THANKS to feedback from the readers of my last column, How to keep your man interested, I got the idea for this week. Thanks to @sexiscorpyo and @Mz_DenDen for your suggestions.
Men, this one’s for you. Women may seem like overly complicated creatures, but I think if we get a few things right, they are willing to put up with our nonsense. So here are my dos and don’ts for you guys when dealing with the ladies.
* Don’t say it if you don’t mean it, and saying it before to get sex, during to make the sex more exciting, or after to make her feel good, is a bad idea.
* Women like humour and compliments, however, don’t combine these two things. When you’re complimenting her, don’t make jokes about how she looks.
* Don’t ask her if she faked it, you do not want to know the answer. Leave well enough alone.

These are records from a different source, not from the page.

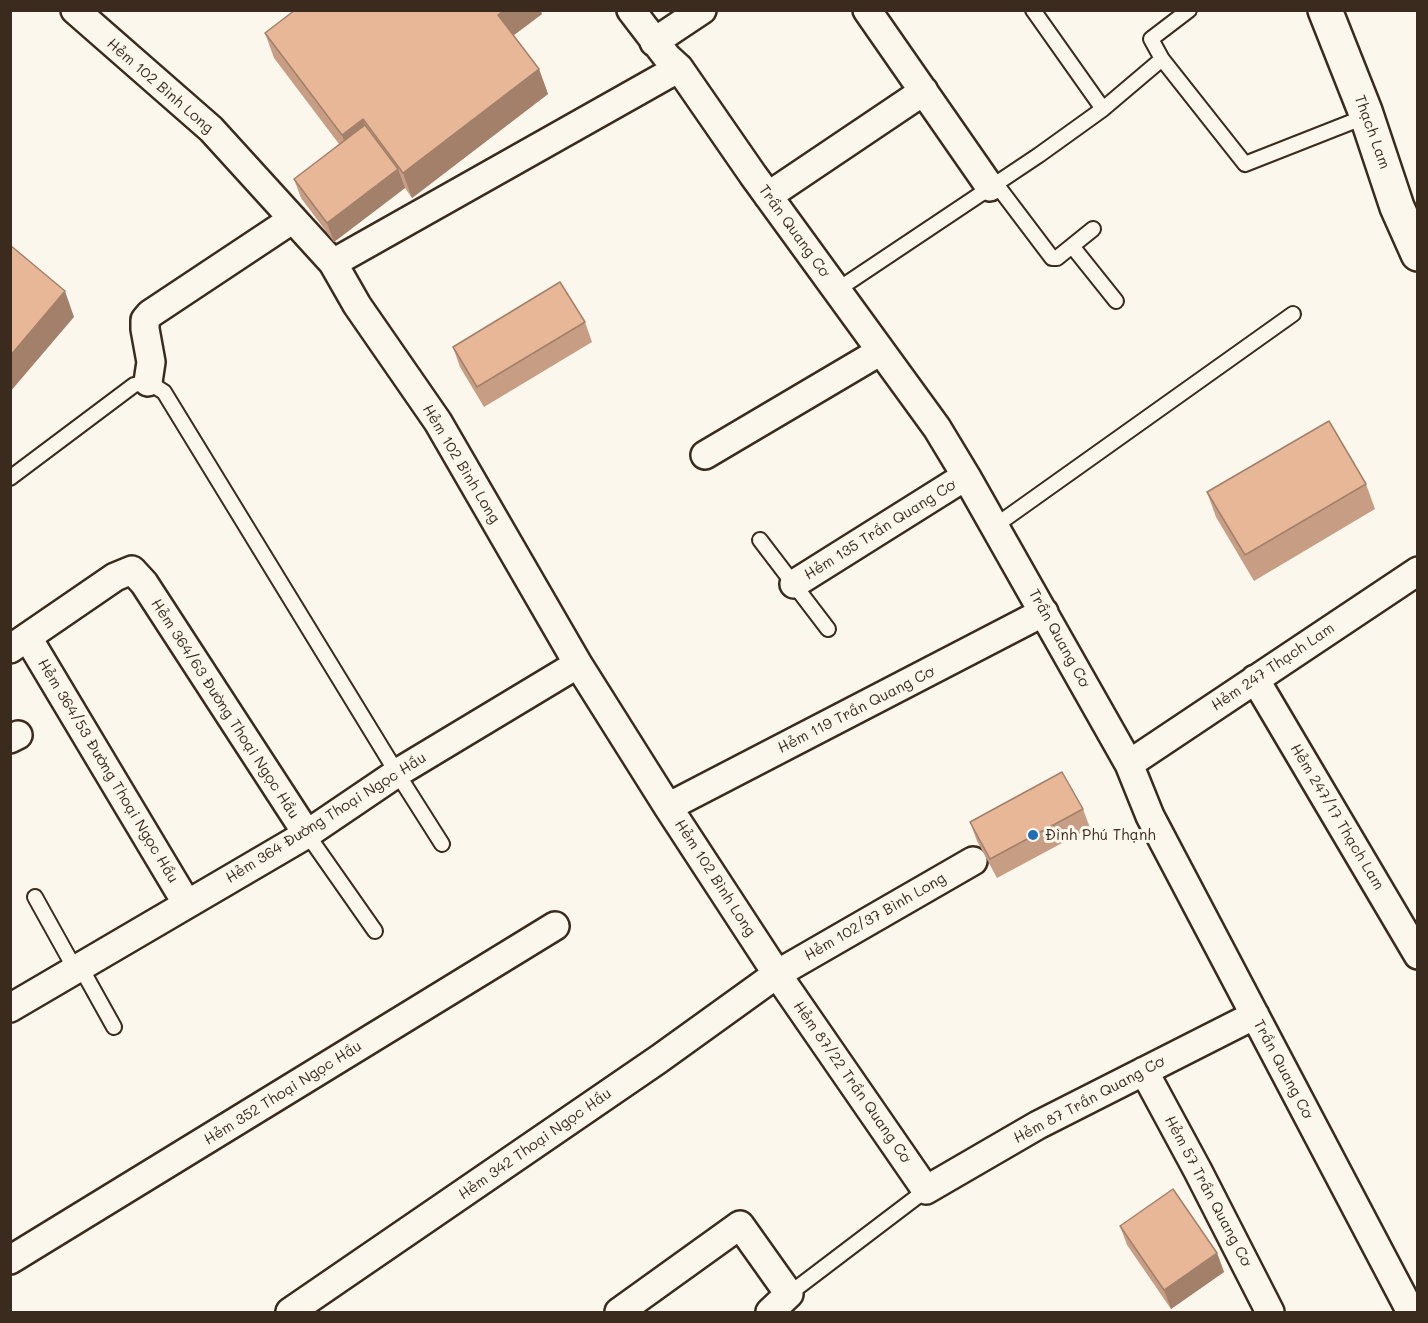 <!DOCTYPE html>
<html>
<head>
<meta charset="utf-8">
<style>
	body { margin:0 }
	#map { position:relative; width:1428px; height:1323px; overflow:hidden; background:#fbf7ec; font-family:Mali,sans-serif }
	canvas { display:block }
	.frame { position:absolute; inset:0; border:12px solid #3b2a1e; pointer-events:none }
</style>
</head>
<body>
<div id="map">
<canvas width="1428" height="1323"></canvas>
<div class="frame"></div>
</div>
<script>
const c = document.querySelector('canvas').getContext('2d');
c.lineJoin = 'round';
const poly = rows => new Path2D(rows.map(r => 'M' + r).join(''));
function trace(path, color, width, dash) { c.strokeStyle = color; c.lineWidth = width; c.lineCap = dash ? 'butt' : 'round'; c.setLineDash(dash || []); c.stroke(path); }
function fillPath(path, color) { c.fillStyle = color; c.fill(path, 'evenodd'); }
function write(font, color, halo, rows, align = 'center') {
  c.font = font + ' Mali,sans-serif'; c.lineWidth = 6; c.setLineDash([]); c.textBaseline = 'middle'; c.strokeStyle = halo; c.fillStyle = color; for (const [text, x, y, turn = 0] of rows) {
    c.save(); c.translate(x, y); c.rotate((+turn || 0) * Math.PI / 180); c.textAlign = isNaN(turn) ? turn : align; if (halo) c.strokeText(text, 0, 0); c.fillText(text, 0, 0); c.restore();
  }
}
const lane = poly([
	[1033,10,1103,109],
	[1162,59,1245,164,1367,116],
	[996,184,1052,258,1057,258,1093,229],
	[1072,246,1116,301],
	[837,290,1039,155,1103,109,1162,59,1151,39,1189,10],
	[10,478,134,385,148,382,164,392,397,773,442,844],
	[995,526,1293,314],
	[760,540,828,629],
	[307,834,375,931],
	[35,897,75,969],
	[80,966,114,1027],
	[789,1294,926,1190]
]);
const street = poly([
	[75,10,211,129,333,263,357,305,438,422,578,664,668,807,777,974,926,1190,1038,1125,1255,1015],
	[631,10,667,57,679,68,753,175,937,428,966,476,1129,764,1150,816,1411,1312],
	[867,10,990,187],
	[654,42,702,10],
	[768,196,924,91],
	[333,263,679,68],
	[148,382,151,362,145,329,145,320,150,314,293,219],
	[705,455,881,351],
	[794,584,966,476],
	[28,638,187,904],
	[10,649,115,577,132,570,144,583,307,834],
	[1255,679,1418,955],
	[10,739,18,735],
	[1129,764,1418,571],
	[668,807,1044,612],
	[10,1008,307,834,397,773,578,664],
	[1144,1071,1198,1171,1270,1312],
	[10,1260,555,926],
	[290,1312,659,1059,777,974,973,861],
	[619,1312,740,1225,789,1294,770,1312]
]);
const secondary = poly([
	[1325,10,1365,111,1397,207,1418,254]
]);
trace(lane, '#3b2a1e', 18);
trace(street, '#3b2a1e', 32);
trace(secondary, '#3b2a1e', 38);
trace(lane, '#fbf7ec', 14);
trace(street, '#fbf7ec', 27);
trace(secondary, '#fbf7ec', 33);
fillPath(poly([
	[295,10,540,10,542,14,513,36,539,69,548,94,412,198,405,188,334,242,301,198,294,179,339,144,274,58,265,33],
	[585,322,592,342,484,407,460,367,453,347],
	[1366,484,1375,509,1254,581,1216,517,1207,492],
	[1083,809,1090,828,997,878,977,841,970,822],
	[1120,1226,1217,1253,1224,1272,1171,1309,1127,1245]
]), '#c79d83');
fillPath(poly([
	[504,10,540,10,542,14,507,40,498,15],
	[539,69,548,94,412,198,403,173],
	[363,119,372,144,351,160,342,135],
	[398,169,405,188,334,242,327,223],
	[65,291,74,317,10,392,10,356],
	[1217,1253,1224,1272,1171,1309,1164,1290]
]), '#a2806a');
const building = poly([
	[295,10,504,10,498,15,539,69,403,173,363,119,342,135,265,33,295,10],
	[365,125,398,169,327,223,294,179,365,125],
	[10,245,65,291,10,356,10,245],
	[560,282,585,322,477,387,453,347,560,282],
	[1329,421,1366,484,1245,555,1207,492,1329,421],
	[1062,772,1083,809,990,859,970,822,1062,772],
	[1173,1189,1217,1253,1164,1290,1120,1226,1173,1189]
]);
fillPath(building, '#e7b798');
trace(building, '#a2806a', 1.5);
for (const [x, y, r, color] of [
	[1033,835,6,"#1f6fb2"]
]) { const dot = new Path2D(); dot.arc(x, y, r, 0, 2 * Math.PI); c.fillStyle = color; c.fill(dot); trace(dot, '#fbf7ec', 2); }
write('15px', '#3b2a1e', '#fbf7ec', [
	["Hẻm 102 Bình Long",160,86,41],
	["Thạch Lam",1372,132,70],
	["Trần Quang Cơ",794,231,54],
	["Hẻm 102 Bình Long",461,464,59],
	["Hẻm 135 Trần Quang Cơ",880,530,-32],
	["Trần Quang Cơ",1059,638,61],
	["Hẻm 247 Thạch Lam",1273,667,-34],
	["Hẻm 364/63 Đường Thoại Ngọc Hầu",225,709,57],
	["Hẻm 119 Trần Quang Cơ",856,710,-27],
	["Hẻm 364/53 Đường Thoại Ngọc Hầu",108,771,59],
	["Hẻm 247/17 Thạch Lam",1337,817,59],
	["Hẻm 364 Đường Thoại Ngọc Hầu",326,818,-32],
	["Hẻm 102 Bình Long",715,878,57],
	["Hẻm 102/37 Bình Long",875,917,-30],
	["Trần Quang Cơ",1283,1069,62],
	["Hẻm 87/22 Trần Quang Cơ",852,1082,55],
	["Hẻm 352 Thoại Ngọc Hầu",283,1093,-32],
	["Hẻm 87 Trần Quang Cơ",1089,1100,-28],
	["Hẻm 342 Thoại Ngọc Hầu",535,1144,-35],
	["Hẻm 57 Trần Quang Cơ",1208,1191,62]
]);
write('15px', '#3b2a1e', '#fbf7ec', [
	["Đình Phú Thạnh",1045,835]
], 'left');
</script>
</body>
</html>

* Don’t breathe down her neck, ask her every move, or attach the GPS tracker to her car. We don’t like clingy women and they don’t like clingy men. Again, if you both like this, then do your thing.
The lying game
My first instinct is to say sink with the ship, as Shaggy said, “It wasn’t me.” Most times this works if you continue to act like she’s crazy and use the reverse psychology card. MOST TIMES. However, there will be that time when something inside you clicks and she has that “I know and you know I know” look in her eyes, and you’ve got to come clean. Be sure you know the difference, is all I have to say.

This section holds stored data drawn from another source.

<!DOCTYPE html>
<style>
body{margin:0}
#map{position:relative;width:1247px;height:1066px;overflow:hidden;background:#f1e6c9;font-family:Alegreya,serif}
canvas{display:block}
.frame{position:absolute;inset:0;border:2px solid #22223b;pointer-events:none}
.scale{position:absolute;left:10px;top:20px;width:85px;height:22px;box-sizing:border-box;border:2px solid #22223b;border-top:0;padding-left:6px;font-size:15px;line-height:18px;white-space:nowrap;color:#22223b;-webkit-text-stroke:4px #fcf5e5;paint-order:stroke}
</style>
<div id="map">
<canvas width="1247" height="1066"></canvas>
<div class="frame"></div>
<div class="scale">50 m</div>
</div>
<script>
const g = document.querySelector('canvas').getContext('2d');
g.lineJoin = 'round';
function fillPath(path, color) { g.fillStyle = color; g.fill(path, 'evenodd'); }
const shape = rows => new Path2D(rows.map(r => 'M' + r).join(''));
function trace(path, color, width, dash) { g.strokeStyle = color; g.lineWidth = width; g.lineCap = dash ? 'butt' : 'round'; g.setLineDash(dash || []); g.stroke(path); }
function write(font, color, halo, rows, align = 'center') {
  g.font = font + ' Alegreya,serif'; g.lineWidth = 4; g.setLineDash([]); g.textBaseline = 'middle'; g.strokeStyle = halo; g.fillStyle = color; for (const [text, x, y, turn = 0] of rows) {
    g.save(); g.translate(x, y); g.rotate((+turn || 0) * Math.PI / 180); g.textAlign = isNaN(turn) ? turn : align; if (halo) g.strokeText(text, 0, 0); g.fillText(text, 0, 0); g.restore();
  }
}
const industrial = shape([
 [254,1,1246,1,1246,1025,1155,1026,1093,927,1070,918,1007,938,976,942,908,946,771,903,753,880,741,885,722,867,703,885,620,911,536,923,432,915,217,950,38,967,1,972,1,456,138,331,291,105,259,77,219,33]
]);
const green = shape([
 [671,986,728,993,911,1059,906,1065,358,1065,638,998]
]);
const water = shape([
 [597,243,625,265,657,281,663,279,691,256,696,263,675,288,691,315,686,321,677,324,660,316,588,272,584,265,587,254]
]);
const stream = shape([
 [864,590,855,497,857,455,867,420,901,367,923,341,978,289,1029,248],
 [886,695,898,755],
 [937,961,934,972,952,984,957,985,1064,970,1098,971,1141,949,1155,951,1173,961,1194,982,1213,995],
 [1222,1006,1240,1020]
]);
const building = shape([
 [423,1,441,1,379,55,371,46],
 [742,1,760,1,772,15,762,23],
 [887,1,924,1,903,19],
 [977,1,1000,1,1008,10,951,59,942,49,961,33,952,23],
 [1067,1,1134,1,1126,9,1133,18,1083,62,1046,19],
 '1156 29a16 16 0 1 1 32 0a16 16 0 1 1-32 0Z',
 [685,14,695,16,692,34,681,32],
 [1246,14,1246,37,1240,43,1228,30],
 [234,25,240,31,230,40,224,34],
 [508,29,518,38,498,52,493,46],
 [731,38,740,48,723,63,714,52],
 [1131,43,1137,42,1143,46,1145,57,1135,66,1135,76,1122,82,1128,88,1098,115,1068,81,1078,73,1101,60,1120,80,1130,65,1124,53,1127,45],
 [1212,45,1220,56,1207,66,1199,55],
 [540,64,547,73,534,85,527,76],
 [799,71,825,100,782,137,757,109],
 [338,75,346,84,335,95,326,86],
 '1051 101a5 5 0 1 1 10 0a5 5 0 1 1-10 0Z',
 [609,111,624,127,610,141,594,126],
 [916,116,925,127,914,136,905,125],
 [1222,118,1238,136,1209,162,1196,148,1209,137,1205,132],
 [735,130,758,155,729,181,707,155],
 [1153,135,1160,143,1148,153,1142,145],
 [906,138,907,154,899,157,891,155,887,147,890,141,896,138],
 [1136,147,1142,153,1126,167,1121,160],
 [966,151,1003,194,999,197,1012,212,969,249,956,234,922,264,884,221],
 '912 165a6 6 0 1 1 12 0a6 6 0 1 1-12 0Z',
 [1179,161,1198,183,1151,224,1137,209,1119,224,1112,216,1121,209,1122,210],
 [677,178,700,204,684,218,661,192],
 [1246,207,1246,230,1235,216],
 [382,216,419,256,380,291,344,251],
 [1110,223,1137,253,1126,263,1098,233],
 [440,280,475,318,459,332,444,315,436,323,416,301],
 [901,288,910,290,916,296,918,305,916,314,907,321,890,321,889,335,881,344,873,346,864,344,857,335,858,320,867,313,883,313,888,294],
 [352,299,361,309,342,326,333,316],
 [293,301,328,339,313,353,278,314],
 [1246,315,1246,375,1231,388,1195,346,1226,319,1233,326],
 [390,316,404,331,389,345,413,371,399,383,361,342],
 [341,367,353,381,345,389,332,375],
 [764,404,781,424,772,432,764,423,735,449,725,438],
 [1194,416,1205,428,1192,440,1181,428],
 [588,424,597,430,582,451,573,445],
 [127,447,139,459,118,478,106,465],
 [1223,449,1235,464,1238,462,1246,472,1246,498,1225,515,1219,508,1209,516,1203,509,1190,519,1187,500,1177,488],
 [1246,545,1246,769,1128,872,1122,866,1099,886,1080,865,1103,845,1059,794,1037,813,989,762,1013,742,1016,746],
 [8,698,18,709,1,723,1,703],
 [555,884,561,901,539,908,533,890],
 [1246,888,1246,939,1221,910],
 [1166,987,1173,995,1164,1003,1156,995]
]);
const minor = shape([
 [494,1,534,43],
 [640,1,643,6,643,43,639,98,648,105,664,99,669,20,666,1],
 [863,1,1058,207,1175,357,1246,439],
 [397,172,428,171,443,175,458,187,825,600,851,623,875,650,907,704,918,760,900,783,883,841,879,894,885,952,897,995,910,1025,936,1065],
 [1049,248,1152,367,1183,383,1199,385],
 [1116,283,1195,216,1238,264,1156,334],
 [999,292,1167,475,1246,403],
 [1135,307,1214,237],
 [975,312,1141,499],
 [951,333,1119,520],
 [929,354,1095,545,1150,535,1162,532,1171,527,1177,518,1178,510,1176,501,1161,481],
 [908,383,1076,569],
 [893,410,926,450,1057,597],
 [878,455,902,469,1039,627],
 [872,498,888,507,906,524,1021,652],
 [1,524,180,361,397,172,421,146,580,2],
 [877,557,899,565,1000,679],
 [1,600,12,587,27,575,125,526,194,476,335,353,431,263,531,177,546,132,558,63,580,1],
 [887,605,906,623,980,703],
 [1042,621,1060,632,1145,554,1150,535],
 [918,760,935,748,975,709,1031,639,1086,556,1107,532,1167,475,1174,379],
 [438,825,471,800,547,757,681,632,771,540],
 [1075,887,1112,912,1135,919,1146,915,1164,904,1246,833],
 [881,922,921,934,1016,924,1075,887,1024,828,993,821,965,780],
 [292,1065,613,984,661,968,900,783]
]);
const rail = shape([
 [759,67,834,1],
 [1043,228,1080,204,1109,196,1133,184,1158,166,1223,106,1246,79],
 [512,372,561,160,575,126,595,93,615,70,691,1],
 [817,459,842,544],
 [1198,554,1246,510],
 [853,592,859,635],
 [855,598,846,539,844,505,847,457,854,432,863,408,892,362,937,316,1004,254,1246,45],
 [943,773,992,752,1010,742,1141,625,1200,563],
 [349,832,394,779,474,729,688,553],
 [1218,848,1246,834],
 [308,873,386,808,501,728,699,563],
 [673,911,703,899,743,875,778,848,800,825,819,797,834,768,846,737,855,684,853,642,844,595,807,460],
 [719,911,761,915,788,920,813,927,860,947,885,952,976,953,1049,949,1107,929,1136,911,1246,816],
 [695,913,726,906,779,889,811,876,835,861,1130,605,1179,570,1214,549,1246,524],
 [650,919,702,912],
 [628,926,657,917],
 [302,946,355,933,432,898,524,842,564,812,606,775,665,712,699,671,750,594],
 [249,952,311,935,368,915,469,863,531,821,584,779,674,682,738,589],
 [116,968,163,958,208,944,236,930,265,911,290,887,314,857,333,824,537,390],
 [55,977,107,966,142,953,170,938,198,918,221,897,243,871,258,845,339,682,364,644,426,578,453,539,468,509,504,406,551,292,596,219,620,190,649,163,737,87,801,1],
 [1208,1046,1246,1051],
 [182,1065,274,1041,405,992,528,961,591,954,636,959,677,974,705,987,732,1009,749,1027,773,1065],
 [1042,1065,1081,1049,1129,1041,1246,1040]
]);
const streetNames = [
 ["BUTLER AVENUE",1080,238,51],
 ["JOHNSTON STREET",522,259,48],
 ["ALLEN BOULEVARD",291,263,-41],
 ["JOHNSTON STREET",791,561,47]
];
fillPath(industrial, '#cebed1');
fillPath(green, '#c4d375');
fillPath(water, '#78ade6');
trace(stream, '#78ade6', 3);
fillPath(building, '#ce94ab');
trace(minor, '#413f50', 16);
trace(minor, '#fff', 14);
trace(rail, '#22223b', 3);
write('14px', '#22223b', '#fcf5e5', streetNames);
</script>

* If she asks you what you think of her in the outfit and you know she looks horrible, don’t say she looks horrible, but don’t allow her to go out like that either. Tell her you love seeing her in something else you know she looks good in, and encourage her to wear it “just for” you. TRUST ME on this one.
*If she catches you looking at another woman, don’t deny it. She already knows you were looking — women have ‘Spidey Senses’ when it comes to this. So say something like, “did you see her? You need to tell her how to get your legs babe!”
Out of the blue
*Women change things all the time and I am not sure why they don’t realise we’re completely oblivious to these things and won’t notice the change unless it’s an engine in the car or a new 60″ TV in the living room.
So guys, just compliment her randomly. “Love you hair today.” “Are those new shoes?” “That nail polish makes your toes sexy.” Throw them out randomly a few days in the week. It will work wonders.
*Send messages. Win her heart by messaging her for no reason. Send a BB, Whatsapp, or for those who still text, send a message just saying “Hi!” and check in on her. Or better yet, pick up the phone and call. Note: Add a smiley face or heart to your notes for extra points.
*Take your time. I think this speaks for itself. When she’s happy, the whole world is happy.
*When you break up with a girl, leave it there. Going back and trying to turn it into “friends with benefits” will more than likely only make it worse. If you must, two or three times is the limit after the break up before it gets awkward.
*Aint nothing wrong with a little chit chat in bed. Express yourself. Talk di tings!
Confidence is key
*While women love confident men, grabbing your crotch constantly is not attractive to her, nor does it cause her to think you’re packing a lot of luggage. She will just wonder if you have an “issue.”
*Confidence is important. If you dilly dally in asking her out or expressing how you feel, you’ll end up the friend zone, or as I like to call it, the “why bother” zone. Women find confidence sexy — not over confidence.
* Keep yourself groomed. No woman wants a man whose nails are dirty, whose toenails rip up the sheets, or who smells like he just came in from a long day at Riverton. Have some pride. Looking good will translate to feeling good and up your confidence level.
The ex factor
*Stop comparing her to your ex and your mom, this is like boarding the Titanic — it’s going to sink. Even if you think it, keep it inside or ’til you reach roun yuh bredren dem.
* Do not put down your ex in front of the new woman to make her feel better. All she will think is, “what will he say about me if we break up?” or “So why was he dating a ho in the first place?”
* Running into the ex with her there can be tricky. If she is your girlfriend (guys you know what I mean) then you better grab her hand or get close to her or there will be hell to pay for the rest of the day/night. If she isn’t, the choice is yours, so choose wisely.
* Tag team: When you see a girl in a group with her friends and a few of them look “approachable”, choose one. Do not try to pick up more than one of them in the group. They are in a group so they TALK to each other. Not to mention this will haunt you like a rolling calf.
* Group excursions: No one understands why they go to the bathroom in groups or what happens there, just live with it. Know that if one of her friends is going, she will most likely leave whatever you two are doing and go with her friend. Accept it and move on.
Be helpful and handy. Fix the hinge on a door, screw in the outside bulb, change her tyre. Women love this and it also helps you get out of other things when you’ve messed up. It’s like a Get Out of Jail Free card.